The members of the Board of Ethics say they became aware of the new law late last week when it appeared as a public hearing agenda item.
“To my knowledge, this new code of ethics has been virtually unavailable for public viewing not to mention to the board of ethics. Why have we not received a copy of this? Why have we not been consulted on this,” Mr. Collins added.
The proposed law is available for public view in the Town Clerk’s office the town says.
Ethics Board Member Joe Treanor says, “This Board of Ethics thinks its a profound disservice for the people of this town to basically take a year’s work of refinement and effort by your own Board of Ethics – who are experts in this field; among us 35-years of ethics expertise and experience – and to throw that in the trash to adopt, who knows what, this [law] hasn’t even had any involvement or assistance whatsoever.”
“That is not your job,” Supervisor Diane Benczkowski told Mr. Treanor during the public hearing. “It’s the town board’s job. You had given us some suggestions. You wanted to know who was supposed to file the financial statements – that’s all in the new code.”
Ms. Benczkowski says the town board never asked the Board of Ethics to prepare a new code of ethics.
“Did anybody here ask them to prepare a new code of ethics, because I didn’t,” Ms. Benczkowski asked of her town board colleagues.
“I didn’t ask them, but I know it’s been going on for the past two (inaudible),” said Councilmember Linda Hammer.
Mr. Treanor says their work on a new code of ethics was borne out of informal discussions with Ms. Hammer. He says the ethics board informed the town board that they were working on the new code when they submitted their annual report last February.
“If you felt that was inappropriate, by all means, you should have engaged us then and said stop. It’s not like we had a death wish to spend our time spinning our wheels needlessly,” Mr. Treanor said.

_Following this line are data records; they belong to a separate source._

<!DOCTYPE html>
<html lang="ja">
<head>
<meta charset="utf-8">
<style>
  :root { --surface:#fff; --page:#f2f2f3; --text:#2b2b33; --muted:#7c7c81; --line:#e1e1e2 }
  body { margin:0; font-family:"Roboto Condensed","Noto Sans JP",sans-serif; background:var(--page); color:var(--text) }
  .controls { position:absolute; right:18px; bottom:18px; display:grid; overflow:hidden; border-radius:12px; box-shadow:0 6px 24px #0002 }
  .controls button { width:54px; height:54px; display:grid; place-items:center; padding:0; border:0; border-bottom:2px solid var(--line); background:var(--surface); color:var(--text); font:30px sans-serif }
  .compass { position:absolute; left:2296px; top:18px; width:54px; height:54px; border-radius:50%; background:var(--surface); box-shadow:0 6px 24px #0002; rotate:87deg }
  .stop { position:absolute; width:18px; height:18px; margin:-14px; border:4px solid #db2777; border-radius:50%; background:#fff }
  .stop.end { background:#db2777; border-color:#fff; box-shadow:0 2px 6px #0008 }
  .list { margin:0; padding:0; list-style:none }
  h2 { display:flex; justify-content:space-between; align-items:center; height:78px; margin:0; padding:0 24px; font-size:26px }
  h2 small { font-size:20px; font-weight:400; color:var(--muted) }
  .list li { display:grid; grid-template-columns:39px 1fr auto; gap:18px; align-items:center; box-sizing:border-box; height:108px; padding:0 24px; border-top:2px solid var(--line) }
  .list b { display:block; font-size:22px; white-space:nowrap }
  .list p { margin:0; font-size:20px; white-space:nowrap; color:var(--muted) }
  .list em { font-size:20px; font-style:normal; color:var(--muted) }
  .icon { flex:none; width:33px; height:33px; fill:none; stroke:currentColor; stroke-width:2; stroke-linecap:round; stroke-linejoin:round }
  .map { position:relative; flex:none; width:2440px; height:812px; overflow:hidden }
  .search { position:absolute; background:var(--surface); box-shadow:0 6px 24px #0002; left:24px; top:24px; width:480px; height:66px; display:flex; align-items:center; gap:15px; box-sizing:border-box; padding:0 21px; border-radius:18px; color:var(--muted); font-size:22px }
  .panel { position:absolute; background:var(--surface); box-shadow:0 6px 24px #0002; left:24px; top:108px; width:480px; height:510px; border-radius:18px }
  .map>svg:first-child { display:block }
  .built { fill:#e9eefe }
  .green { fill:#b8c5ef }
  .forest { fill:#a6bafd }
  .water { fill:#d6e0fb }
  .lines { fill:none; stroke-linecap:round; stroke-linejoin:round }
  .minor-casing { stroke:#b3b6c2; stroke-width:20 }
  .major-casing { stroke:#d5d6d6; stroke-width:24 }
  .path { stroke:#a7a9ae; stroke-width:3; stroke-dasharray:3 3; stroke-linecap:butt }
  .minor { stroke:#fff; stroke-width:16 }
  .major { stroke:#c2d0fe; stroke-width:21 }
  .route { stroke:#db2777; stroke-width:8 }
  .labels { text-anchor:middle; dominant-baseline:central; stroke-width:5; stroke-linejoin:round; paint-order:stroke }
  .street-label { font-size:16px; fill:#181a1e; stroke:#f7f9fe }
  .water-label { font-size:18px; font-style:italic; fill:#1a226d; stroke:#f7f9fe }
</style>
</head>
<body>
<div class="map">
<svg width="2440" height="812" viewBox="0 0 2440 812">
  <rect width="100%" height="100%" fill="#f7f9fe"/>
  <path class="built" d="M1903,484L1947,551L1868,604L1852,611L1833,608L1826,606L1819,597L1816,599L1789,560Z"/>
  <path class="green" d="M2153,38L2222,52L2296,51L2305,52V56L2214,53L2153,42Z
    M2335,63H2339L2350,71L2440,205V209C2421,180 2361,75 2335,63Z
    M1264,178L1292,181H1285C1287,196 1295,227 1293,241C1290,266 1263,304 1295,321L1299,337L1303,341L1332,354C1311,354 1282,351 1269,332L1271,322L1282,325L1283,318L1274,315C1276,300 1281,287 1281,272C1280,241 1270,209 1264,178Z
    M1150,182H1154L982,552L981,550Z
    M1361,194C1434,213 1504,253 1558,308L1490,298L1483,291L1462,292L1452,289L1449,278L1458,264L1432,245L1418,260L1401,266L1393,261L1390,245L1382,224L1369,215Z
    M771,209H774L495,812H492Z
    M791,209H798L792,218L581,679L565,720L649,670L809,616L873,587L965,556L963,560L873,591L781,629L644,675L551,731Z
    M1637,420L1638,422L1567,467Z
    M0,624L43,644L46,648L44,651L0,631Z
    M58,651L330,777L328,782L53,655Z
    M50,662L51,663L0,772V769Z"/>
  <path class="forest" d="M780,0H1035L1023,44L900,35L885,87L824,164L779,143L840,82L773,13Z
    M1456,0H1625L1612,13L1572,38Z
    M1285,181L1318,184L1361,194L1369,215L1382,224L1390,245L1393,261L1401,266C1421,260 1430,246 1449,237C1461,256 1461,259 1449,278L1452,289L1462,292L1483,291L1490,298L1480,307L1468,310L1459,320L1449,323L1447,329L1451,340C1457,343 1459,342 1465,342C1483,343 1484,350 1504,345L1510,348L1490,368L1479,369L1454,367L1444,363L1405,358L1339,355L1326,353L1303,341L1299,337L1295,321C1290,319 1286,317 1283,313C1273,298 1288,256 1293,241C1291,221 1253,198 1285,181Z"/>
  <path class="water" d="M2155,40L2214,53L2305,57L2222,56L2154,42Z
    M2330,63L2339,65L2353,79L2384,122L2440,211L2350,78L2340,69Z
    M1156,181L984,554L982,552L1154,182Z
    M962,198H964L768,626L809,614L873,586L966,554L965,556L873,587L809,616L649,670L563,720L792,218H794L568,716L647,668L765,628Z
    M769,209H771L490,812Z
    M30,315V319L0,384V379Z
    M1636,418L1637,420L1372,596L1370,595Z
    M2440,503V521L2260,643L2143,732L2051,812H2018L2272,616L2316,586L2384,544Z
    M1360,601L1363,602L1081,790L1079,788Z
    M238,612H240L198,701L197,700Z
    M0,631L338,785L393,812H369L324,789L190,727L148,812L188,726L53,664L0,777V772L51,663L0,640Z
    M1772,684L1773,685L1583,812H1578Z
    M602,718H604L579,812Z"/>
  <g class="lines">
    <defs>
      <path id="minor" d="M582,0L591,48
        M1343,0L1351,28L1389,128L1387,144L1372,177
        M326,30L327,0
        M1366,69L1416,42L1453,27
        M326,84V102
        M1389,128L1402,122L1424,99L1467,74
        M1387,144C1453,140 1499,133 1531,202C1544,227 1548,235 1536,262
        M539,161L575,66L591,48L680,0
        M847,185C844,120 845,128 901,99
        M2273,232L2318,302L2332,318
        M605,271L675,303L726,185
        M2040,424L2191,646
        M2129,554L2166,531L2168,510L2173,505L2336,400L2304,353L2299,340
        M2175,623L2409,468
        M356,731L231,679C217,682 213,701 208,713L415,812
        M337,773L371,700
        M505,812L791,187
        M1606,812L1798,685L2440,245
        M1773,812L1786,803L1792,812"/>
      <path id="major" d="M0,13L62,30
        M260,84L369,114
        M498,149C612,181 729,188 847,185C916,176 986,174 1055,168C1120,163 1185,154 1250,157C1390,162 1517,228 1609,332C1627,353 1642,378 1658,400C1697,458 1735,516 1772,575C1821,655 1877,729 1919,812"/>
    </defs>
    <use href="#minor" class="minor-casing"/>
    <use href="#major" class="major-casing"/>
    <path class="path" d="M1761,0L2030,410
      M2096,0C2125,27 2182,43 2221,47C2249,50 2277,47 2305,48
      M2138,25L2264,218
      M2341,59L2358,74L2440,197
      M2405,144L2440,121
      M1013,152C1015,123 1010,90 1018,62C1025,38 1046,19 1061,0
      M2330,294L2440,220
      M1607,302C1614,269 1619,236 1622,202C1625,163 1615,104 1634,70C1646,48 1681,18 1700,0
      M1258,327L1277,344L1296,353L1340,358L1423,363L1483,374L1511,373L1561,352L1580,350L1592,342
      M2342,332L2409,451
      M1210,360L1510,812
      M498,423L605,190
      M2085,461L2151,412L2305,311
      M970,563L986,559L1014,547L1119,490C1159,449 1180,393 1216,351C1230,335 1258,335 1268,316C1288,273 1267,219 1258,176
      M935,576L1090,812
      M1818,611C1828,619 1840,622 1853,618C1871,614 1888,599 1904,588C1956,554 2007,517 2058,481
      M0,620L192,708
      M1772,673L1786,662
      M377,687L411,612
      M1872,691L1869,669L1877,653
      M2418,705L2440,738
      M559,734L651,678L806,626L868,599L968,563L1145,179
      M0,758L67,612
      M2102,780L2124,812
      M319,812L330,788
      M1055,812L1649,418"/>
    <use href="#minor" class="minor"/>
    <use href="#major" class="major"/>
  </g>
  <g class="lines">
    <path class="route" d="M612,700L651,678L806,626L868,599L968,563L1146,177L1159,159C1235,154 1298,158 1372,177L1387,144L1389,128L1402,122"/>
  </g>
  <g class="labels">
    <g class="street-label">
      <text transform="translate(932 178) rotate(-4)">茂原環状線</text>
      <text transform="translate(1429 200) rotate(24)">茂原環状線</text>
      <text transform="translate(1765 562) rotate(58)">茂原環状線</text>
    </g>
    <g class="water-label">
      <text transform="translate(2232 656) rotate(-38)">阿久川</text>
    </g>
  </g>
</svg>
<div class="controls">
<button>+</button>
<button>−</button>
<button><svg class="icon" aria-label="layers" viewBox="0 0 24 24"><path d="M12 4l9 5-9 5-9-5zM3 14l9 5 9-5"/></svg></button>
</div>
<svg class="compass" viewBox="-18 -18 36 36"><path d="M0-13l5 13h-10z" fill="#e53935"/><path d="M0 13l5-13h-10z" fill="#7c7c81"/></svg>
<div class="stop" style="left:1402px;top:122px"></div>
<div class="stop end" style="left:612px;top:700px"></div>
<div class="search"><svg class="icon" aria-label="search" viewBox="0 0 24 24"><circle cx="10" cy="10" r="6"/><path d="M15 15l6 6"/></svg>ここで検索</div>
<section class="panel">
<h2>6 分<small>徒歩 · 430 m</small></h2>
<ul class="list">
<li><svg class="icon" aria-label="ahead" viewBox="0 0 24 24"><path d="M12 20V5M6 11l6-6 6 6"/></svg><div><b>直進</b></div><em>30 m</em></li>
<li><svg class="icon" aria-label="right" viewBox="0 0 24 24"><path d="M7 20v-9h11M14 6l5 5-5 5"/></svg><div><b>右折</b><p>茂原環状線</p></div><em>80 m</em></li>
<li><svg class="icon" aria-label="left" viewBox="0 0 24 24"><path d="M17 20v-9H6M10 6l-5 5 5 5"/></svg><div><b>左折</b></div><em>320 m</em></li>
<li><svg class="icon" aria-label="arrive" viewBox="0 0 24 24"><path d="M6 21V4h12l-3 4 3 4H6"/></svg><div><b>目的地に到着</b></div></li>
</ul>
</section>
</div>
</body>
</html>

“Since I’ve been head of the ethics board, Joe is the third chairman,” Ms. Hammer added. “There were two chairmen before him that I worked with that were already working on changing the code of ethics.”
Ms. Benczkowski says the proposed law should help the board of ethics with some problems they faced.

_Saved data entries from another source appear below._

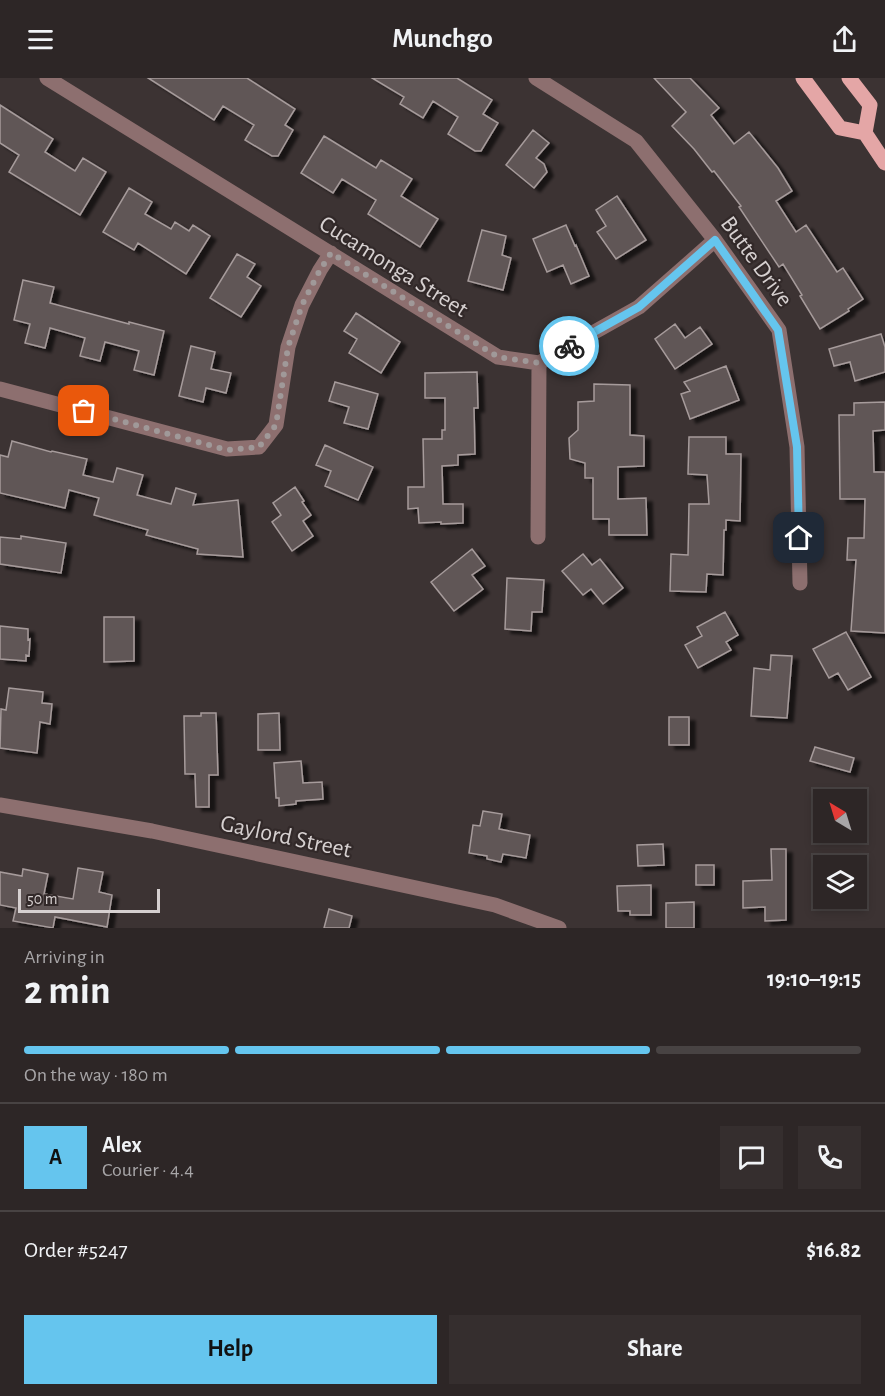 <!DOCTYPE html>
<html lang="en">
<head>
<meta charset="utf-8">
<style>
  body { margin:0; font-family:"Alegreya Sans",sans-serif; background:#352e2e; color:#f1f3f6; height:100vh; display:flex; flex-direction:column; font-size:22px; white-space:nowrap }
  * { box-sizing:border-box; margin:0 }
  p { font-size:20px; color:#a7a5a7 }
  .icon { flex:none; width:33px; height:33px; fill:none; stroke:currentColor; stroke-width:2; stroke-linecap:round; stroke-linejoin:round }
  .map { position:relative; height:850px; overflow:hidden }
  .drawer { display:flex; flex-direction:column; background:#2d2626; flex:1 }
  .drawer>* { flex:none }
  .needle { width:39px; rotate:322deg }
  .fabs { position:absolute; left:813px; top:711px; display:grid; gap:12px }
  .fabs a { display:grid; place-items:center; width:54px; height:54px; border-radius:0px; background:#2d2626; box-shadow:0 3px 9px #0003,0 0 0 2px #484343; font-size:30px }
  .scale { position:absolute; left:18px; bottom:15px; width:142px; box-sizing:border-box; padding-left:6px; border:3px solid #d6d0d0; border-top:0; font-size:16px; line-height:21px; white-space:nowrap; color:#d6d0d0; -webkit-text-stroke:4px #322929; paint-order:stroke }
  .pin { position:absolute; display:grid; place-items:center; width:51px; height:51px; color:#fff; margin:-26px; border-radius:12px; box-shadow:0 3px 9px #0006 }
  .courier { position:absolute; display:grid; place-items:center; width:60px; height:60px; margin:-30px; border:4px solid #65c5ee; border-radius:50%; background:#fff; color:#222; box-shadow:0 2px 8px #0007 }
  .headline em { font-style:normal; font-weight:700 }
  .headline div { display:flex; flex-direction:column-reverse }
  .headline { display:flex; align-items:center; justify-content:space-between; height:102px; padding:0 24px }
  h1 { font-size:39px; font-weight:700; line-height:45px }
  .bar { display:grid; grid-template-columns:repeat(4,1fr); gap:9px 6px; align-content:center; height:72px; padding:0 24px }
  .bar i { height:8px; border-radius:4px; background:#484343 }
  .bar .on { background:#65c5ee }
  .bar p { grid-column:span 4 }
  .line { display:flex; align-items:center; gap:15px; padding:0 24px; border-top:2px solid #484343 }
  .line div { flex:1 }
  .round { display:grid; place-items:center; flex:none; width:63px; height:63px; border-radius:0px; background:#352e2e }
  .action { display:flex; gap:12px; margin-top:auto; padding:12px 24px }
  .action a { flex:1; height:69px; border-radius:0px; background:#65c5ee; color:#111; font-size:24px; font-weight:700; line-height:69px; text-align:center }
  .action a+a { background:#352e2e; color:#f1f3f6 }
  header { display:flex; justify-content:space-between; align-items:center; height:78px; padding:0 24px; background:#2d2626; font-size:27px; font-weight:700 }
  .map>svg:first-child { display:block }
</style>
</head>
<body>
<header><svg class="icon" aria-label="menu" viewBox="0 0 24 24"><path d="M4 6h16M4 12h16M4 18h16"/></svg>Munchgo<svg class="icon" aria-label="share" viewBox="0 0 24 24"><path d="M12 15V3M7 8l5-5 5 5M5 13v7h14v-7"/></svg></header>
<div class="map">
<svg width="885" height="850" viewBox="0 0 885 850">
  <defs>
    <filter id="shadow"><feDropShadow dx="6" dy="4" stdDeviation="1.5" flood-color="#0009"/></filter>
  </defs>
  <rect width="100%" height="100%" fill="#3c3333"/>
  <path fill="#615757" stroke="#a69b9b" stroke-width="1.5" filter="url(#shadow)" d="M 148,0 L 247,0 L 295,31 L 285,47 L 293,52 L 278,78 L 272,78 L 245,62 L 254,47 L 223,28 L 214,42 Z
    M 372,0 L 457,0 L 492,22 L 483,36 L 498,45 L 481,73 L 475,73 L 448,56 L 458,39 L 433,23 L 423,40 L 400,26 L 404,19 Z
    M 654,0 L 690,0 L 719,30 L 711,37 L 734,66 L 749,54 L 778,90 L 792,113 L 776,123 L 796,154 L 806,147 L 837,194 L 843,190 L 863,221 L 848,231 L 849,233 L 820,251 L 800,218 L 802,217 L 783,186 L 779,189 L 739,129 L 741,128 L 714,93 L 712,94 L 694,71 L 672,48 L 686,34 Z
    M 0,27 L 53,61 L 45,74 L 75,93 L 83,80 L 106,94 L 80,137 L 9,94 L 19,77 L 0,65 Z
    M 533,52 L 549,65 L 536,80 L 544,86 L 547,94 L 534,110 L 506,87 Z
    M 324,58 L 376,90 L 381,82 L 412,101 L 401,118 L 438,141 L 420,169 L 368,136 L 376,122 L 342,101 L 333,115 L 301,95 Z
    M 129,110 L 152,124 L 145,136 L 171,151 L 175,144 L 189,153 L 193,147 L 210,158 L 186,196 L 138,165 L 134,172 L 103,154 Z
    M 617,118 L 646,162 L 616,181 L 597,154 L 606,148 L 596,132 Z
    M 566,147 L 575,168 L 576,167 L 589,198 L 571,206 L 563,187 L 547,194 L 533,161 Z
    M 482,152 L 506,158 L 502,177 L 511,180 L 503,212 L 468,203 Z
    M 237,176 L 255,186 L 247,199 L 261,208 L 241,239 L 210,220 Z
    M 23,202 L 54,209 L 50,225 L 129,246 L 129,244 L 164,253 L 154,297 L 134,292 L 139,273 L 105,264 L 100,283 L 80,278 L 85,260 L 50,250 L 45,270 L 25,265 L 30,246 L 14,242 Z
    M 356,235 L 400,264 L 381,295 L 349,275 L 357,261 L 344,253 Z
    M 675,246 L 685,260 L 700,249 L 712,266 L 675,291 L 655,261 Z
    M 881,256 L 885,269 L 885,294 L 855,303 L 850,284 L 834,288 L 829,271 Z
    M 191,268 L 215,274 L 211,291 L 231,295 L 226,315 L 206,310 L 203,324 L 179,318 Z
    M 726,288 L 739,322 L 690,341 L 681,316 L 690,313 L 684,304 Z
    M 477,294 L 478,330 L 474,330 L 475,376 L 458,377 L 458,387 L 442,388 L 443,426 L 463,426 L 463,445 L 441,446 L 441,444 L 419,445 L 418,430 L 408,431 L 408,409 L 424,409 L 423,361 L 442,361 L 442,352 L 445,352 L 445,320 L 425,320 L 425,295 Z
    M 335,304 L 378,316 L 368,351 L 344,345 L 349,329 L 329,323 Z
    M 594,306 L 630,307 L 630,357 L 644,358 L 644,388 L 618,389 L 618,421 L 646,420 L 647,457 L 609,457 L 609,441 L 593,441 L 593,400 L 585,400 L 585,385 L 570,381 L 569,360 L 578,352 L 578,324 L 594,323 Z
    M 885,324 L 885,352 L 873,353 L 874,394 L 885,394 L 885,555 L 851,553 L 856,482 L 847,482 L 848,460 L 864,460 L 865,421 L 840,421 L 839,337 L 854,337 L 854,325 Z
    M 689,359 L 726,359 L 726,376 L 741,376 L 740,443 L 726,442 L 726,452 L 724,452 L 723,497 L 707,496 L 706,514 L 670,513 L 671,476 L 688,477 L 689,426 L 709,426 L 707,397 L 688,396 Z
    M 12,363 L 51,374 L 52,373 L 87,381 L 83,397 L 113,404 L 117,390 L 143,397 L 137,417 L 171,426 L 176,410 L 196,416 L 193,427 L 238,422 L 243,479 L 197,476 L 198,471 L 146,457 L 148,452 L 94,437 L 99,420 L 69,412 L 65,430 L 0,415 L 0,377 L 8,379 Z
    M 325,367 L 373,389 L 358,422 L 325,408 L 331,393 L 316,387 Z
    M 295,409 L 304,423 L 302,424 L 311,437 L 303,443 L 313,458 L 292,473 L 272,444 L 281,437 L 273,425 Z
    M 21,458 L 66,465 L 61,495 L 0,486 L 0,459 L 21,461 Z
    M 472,471 L 485,488 L 472,497 L 483,511 L 454,533 L 431,504 Z
    M 583,476 L 592,487 L 600,481 L 623,510 L 603,526 L 591,511 L 583,517 L 562,493 Z
    M 507,500 L 544,502 L 542,534 L 532,534 L 531,553 L 505,551 Z
    M 725,534 L 738,557 L 726,564 L 731,572 L 698,590 L 685,567 L 702,558 L 697,549 Z
    M 104,539 L 134,539 L 134,583 L 104,584 Z
    M 0,548 L 28,551 L 28,562 L 30,561 L 29,578 L 26,577 L 26,583 L 0,581 Z
    M 846,554 L 871,599 L 848,612 L 838,595 L 829,600 L 813,571 Z
    M 771,577 L 792,578 L 787,640 L 751,638 L 754,590 L 770,592 Z
    M 9,610 L 43,614 L 42,625 L 52,626 L 50,646 L 40,644 L 37,675 L 0,670 L 1,631 L 6,632 Z
    M 201,635 L 216,635 L 218,697 L 209,697 L 209,729 L 196,729 L 195,696 L 185,696 L 184,638 L 201,638 Z
    M 279,635 L 280,672 L 258,672 L 258,636 Z
    M 669,639 L 689,639 L 689,667 L 669,667 Z
    M 815,669 L 854,680 L 850,694 L 810,683 Z
    M 301,683 L 303,705 L 322,704 L 323,721 L 296,723 L 296,726 L 279,728 L 279,720 L 276,720 L 274,685 Z
    M 483,733 L 502,736 L 499,751 L 530,757 L 526,780 L 503,776 L 501,784 L 487,781 L 487,778 L 469,775 L 473,747 L 480,748 Z
    M 663,766 L 664,787 L 638,788 L 637,767 Z
    M 771,771 L 786,771 L 786,842 L 765,843 L 765,829 L 743,830 L 743,803 L 772,802 Z
    M 696,787 L 714,787 L 714,807 L 696,807 Z
    M 78,790 L 103,794 L 99,814 L 112,817 L 107,849 L 55,839 L 53,850 L 13,843 L 16,830 L 0,827 L 0,794 L 22,798 L 23,791 L 48,796 L 44,816 L 73,821 Z
    M 651,807 L 651,837 L 630,837 L 630,833 L 618,833 L 617,808 Z
    M 694,824 L 694,850 L 666,850 L 666,825 Z
    M 329,831 L 352,838 L 349,850 L 324,850 Z"/>
  <g fill="none" stroke-linecap="round" stroke-linejoin="round">
    <path stroke="#8d6f6f" stroke-width="15" d="M 47,0 L 498,279 L 539,285 L 639,229 L 715,162
      M 536,0 L 636,63 L 715,162 L 779,252 L 797,369 L 800,505
      M 0,311 L 227,371 L 259,369 L 276,347 L 288,269 L 302,227 L 320,192 L 331,175
      M 538,459 L 539,285
      M 0,727 L 152,753 L 495,827 L 559,850"/>
    <path stroke="#e4a6a6" stroke-width="15" d="M 803,0 L 840,50 L 865,55
      M 849,0 L 870,27 L 865,55 L 885,85"/>
  </g>
  <g fill="none" stroke-linecap="round" stroke-linejoin="round">
    <path stroke="#a09999" stroke-width="6" stroke-dasharray="0 10.8" d="M 84,333 L 227,372 L 259,369 L 276,347 L 288,269 L 302,227 L 320,192 L 331,175 L 498,279 L 539,285 L 569,268"/>
    <path stroke="#65c5ee" stroke-width="8" d="M 569,268 L 639,229 L 715,162 L 778,252 L 797,369 L 799,460"/>
  </g>
  <g text-anchor="middle" stroke-width="4.5" stroke-linejoin="round" paint-order="stroke">
    <g font-size="24" fill="#d6d0d0" stroke="#322929">
      <text transform="translate(757 183) rotate(54)" y="8">Butte Drive</text>
      <text transform="translate(394 188) rotate(32)" y="8">Cucamonga Street</text>
      <text transform="translate(286 758) rotate(12)" y="8">Gaylord Street</text>
    </g>
  </g>
</svg>
<div class="fabs">
<a><svg class="needle" viewBox="-14 -14 28 28"><path d="M0-13l5 13h-10z" fill="#e53935"/><path d="M0 13l5-13h-10z" fill="#a7a5a7"/></svg></a>
<a><svg class="icon" aria-label="layers" viewBox="0 0 24 24"><path d="M12 4l9 5-9 5-9-5zM3 14l9 5 9-5"/></svg></a>
</div>
<div class="scale">50 m</div>
<div class="pin" style="left:84px;top:333px;background:#ea580c"><svg class="icon" aria-label="bag" viewBox="0 0 24 24"><path d="M5 8h14l-1 12H6zM9 8a3 3 0 0 1 6 0"/></svg></div>
<div class="pin" style="left:799px;top:460px;background:#1f2937"><svg class="icon" aria-label="home" viewBox="0 0 24 24"><path d="M3 11l9-7 9 7M6 9v11h12V9"/></svg></div>
<div class="courier" style="left:569px;top:268px"><svg class="icon" aria-label="bike" viewBox="0 0 24 24"><circle cx="6" cy="16" r="4"/><circle cx="18" cy="16" r="4"/><path d="M6 16l4-8h5l3 8M10 8l3 8H6M13 5h3"/></svg></div>
</div>
<section class="drawer">
<div class="headline"><div><h1>2 min</h1><p>Arriving in</p></div><em>19:10–19:15</em></div>
<div class="bar"><i class="on"></i><i class="on"></i><i class="on"></i><i></i><p>On the way · 180 m</p></div>
<div class="line" style="height:108px"><b class="round" style="background:#65c5ee;color:#111">A</b><div><b>Alex</b><p>Courier · 4.4</p></div><a class="round"><svg class="icon" aria-label="chat" viewBox="0 0 24 24"><path d="M4 5h16v11H9l-5 4z"/></svg></a><a class="round"><svg class="icon" aria-label="phone" viewBox="0 0 24 24"><path d="M5 4h4l2 5-3 2q2 4 5 5l2-3 5 2v4C11 20 4 13 5 4z"/></svg></a></div>
<div class="line" style="height:78px"><div>Order #5247</div><b>$16.82</b></div>
<div class="action"><a>Help</a><a>Share</a></div>
</section>
</body>
</html>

“Who should have filed [financial disclouses]; the new code, it tells you what we want included in the financial disclosure – all that stuff, you said we were deficient in,” Ms. Benczkowski said.
The proposed law was crafted from language available from the State Comptroller’s office according to a source in the town’s legal department. The new code – which sounds to be a work in progress – is also peppered with best practices found in the codes of neighboring municipalities.
Councilmember Brian Pilarski expressed an interest in seeing the language that the Board of Ethics drafted. Ms. Benczkowski said the town board is willing to take a look at it before voting. A vote to adopt the new law has not been scheduled.
“In our view, there is certainly no fire,” Mr. Treanor said. “If you waited for 48-years, you could certainly wait a couple more weeks.”